Ao iniciar a fala no Congresso, o líder peruano afirmou que “muitos haviam recomendado” que ele não comparecesse à sessão e que deixasse a defesa nas mãos de seu advogado, Roberto Pereira Chumbe.

“Mas eu não sou assim, vim para dar a cara, porque nunca escapei desse tipo de situação nem vou fugir agora. Vou enfrentar essas acusações de frente”, afirmou o presidente.

Vizcarra ainda argumentou que não compete ao Congresso investigar o episódio, e sim ao Ministério Público, e que, após apresentar a defesa, daria sequência a uma viagem por regiões do país afetadas pela pandemia do coronavírus. “Este é o verdadeiro inimigo do Peru hoje, a Covid-19.”

Ele chamou a atenção para a melhora dos números da crise sanitária no país, com leve queda nos casos e mortes em setembro. O Peru, um dos mais afetados pelo vírus na América Latina, registrou, até o momento, 31.146 óbitos e mais de 750 mil infecções confirmadas por coronavírus.

Chumbe, o advogado de Vizcarra, também discursou. Reforçou os argumentos do presidente, de que os áudios não foram periciados e que a investigação de um possível crime deve passar primeiro pelo Ministério Público. “O Congresso pode votar uma vacância do presidente, mas que o faça sobre questões concretas. Não quando estamos numa investigação ainda embrionária de um eventual delito.”

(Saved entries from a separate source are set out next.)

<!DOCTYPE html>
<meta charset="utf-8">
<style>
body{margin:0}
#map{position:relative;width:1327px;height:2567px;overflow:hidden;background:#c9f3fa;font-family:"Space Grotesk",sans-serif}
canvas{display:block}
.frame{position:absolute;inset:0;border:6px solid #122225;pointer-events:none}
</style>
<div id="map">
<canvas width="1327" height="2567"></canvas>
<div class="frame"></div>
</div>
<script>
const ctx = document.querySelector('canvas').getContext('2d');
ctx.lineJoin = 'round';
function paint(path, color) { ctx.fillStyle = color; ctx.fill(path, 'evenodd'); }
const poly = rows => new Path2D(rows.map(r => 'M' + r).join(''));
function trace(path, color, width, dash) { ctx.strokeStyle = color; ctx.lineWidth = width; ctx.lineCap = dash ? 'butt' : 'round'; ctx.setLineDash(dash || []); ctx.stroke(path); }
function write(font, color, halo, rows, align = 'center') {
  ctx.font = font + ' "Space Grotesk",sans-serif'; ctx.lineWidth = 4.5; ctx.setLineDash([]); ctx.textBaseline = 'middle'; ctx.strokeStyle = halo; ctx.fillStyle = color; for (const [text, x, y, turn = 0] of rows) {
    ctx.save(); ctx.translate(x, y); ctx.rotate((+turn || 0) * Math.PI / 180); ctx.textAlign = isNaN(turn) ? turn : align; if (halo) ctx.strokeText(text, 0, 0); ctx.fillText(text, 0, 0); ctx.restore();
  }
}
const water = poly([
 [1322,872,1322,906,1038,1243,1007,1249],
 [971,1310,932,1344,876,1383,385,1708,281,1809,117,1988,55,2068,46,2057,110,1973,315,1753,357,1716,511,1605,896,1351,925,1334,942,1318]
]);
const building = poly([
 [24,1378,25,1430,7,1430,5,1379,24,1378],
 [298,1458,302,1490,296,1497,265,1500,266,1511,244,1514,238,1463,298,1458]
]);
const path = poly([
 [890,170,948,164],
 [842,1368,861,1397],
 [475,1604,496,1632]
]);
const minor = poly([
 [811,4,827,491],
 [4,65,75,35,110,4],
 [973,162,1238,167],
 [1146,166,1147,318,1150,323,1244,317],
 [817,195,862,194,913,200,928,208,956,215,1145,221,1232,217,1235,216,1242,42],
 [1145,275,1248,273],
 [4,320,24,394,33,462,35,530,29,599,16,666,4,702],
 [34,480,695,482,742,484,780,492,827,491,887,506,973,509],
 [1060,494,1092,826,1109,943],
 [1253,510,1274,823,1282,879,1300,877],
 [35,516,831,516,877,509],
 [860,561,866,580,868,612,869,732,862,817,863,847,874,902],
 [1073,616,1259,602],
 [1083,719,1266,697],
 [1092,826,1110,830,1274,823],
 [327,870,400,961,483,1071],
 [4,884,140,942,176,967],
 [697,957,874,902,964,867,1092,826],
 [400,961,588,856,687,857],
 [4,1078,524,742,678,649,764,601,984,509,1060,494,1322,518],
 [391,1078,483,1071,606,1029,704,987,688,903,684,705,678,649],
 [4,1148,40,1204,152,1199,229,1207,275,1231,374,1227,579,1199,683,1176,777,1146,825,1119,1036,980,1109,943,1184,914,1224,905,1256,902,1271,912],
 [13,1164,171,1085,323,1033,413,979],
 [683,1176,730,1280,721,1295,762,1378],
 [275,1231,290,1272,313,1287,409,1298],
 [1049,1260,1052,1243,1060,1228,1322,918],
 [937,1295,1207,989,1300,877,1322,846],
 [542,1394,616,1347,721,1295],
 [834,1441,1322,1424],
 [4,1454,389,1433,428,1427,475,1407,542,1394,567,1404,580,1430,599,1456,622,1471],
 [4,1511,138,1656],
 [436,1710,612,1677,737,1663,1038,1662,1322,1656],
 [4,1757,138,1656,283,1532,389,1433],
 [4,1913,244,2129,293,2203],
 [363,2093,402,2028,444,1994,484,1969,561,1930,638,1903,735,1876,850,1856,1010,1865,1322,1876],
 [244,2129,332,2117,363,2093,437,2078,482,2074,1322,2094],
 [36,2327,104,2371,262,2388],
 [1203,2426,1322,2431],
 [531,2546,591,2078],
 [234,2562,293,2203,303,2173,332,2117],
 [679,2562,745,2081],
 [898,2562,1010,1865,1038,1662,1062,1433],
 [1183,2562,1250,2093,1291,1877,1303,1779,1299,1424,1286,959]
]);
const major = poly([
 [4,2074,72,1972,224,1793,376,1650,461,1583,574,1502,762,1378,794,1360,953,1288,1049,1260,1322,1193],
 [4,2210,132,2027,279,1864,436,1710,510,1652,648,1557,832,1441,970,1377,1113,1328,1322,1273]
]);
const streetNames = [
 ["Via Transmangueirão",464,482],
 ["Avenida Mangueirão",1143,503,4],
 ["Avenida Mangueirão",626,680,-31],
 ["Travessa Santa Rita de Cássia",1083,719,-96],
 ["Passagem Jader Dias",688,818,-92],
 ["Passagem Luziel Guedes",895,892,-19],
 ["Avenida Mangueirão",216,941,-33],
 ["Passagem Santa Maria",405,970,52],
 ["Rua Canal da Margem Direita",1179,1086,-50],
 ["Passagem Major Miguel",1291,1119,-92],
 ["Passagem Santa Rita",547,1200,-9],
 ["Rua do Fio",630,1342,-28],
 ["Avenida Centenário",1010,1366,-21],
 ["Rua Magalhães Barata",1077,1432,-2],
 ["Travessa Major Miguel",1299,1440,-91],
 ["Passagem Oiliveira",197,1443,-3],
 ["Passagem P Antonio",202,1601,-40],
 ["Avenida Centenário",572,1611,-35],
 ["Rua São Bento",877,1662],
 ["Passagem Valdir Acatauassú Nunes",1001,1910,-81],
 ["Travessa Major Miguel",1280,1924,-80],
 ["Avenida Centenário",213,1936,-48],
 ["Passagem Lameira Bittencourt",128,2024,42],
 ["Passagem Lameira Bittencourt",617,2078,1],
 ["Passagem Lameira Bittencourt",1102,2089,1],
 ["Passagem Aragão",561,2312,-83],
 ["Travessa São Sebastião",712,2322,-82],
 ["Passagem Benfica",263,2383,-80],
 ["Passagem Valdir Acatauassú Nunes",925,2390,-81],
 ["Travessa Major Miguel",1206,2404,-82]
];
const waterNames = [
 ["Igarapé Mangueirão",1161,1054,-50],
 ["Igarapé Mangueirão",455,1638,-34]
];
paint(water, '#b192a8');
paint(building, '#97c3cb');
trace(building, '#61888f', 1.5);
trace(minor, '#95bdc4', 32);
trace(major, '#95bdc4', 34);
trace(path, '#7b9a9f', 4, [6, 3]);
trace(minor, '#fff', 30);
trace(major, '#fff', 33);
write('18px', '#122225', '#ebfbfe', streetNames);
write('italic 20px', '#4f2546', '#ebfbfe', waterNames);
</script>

Ele ainda afirmou que não há explicações comprovadas sobre como as gravações foram feitas. “Temos de zelar pelo Estado de Direito, e, num Estado de Direito, é preciso seguir as vias legais para a obtenção de provas. Evidências conseguidas por meios ilegais e informais não podem ser usadas num processo, ainda mais num processo dessa gravidade.”

Após a apresentação da defesa, os parlamentares passaram a se pronunciar.

Entre os que votaram contra o impeachment, está o deputado Reymundo Dioses, porta-voz do Somos Perú, que afirmou não ser “conveniente nem oportuno gerar uma situação de instabilidade por uma mudança de governo a dez meses do fim do mandato presidencial e a sete meses de um processo eleitoral”.

Já María Silupu, do partido fujimorista Força Popular, disse que “esses áudios são a prova de um delito de fraude e de um delito de obstrução da Justiça” e que, por isso, o presidente deve sair. A líder do Força Popular, Keiko Fujimori, no entanto, manifestou-se contra o afastamento —ela participou virtualmente porque cumpre prisão domiciliar por conta do escândalo da Odebrecht.

Omar Chehade, do Alianza para el Congreso, sugeriu outra solução. “O presidente está deslegitimado, não tem autoridade moral para governar o país e deveria renunciar.”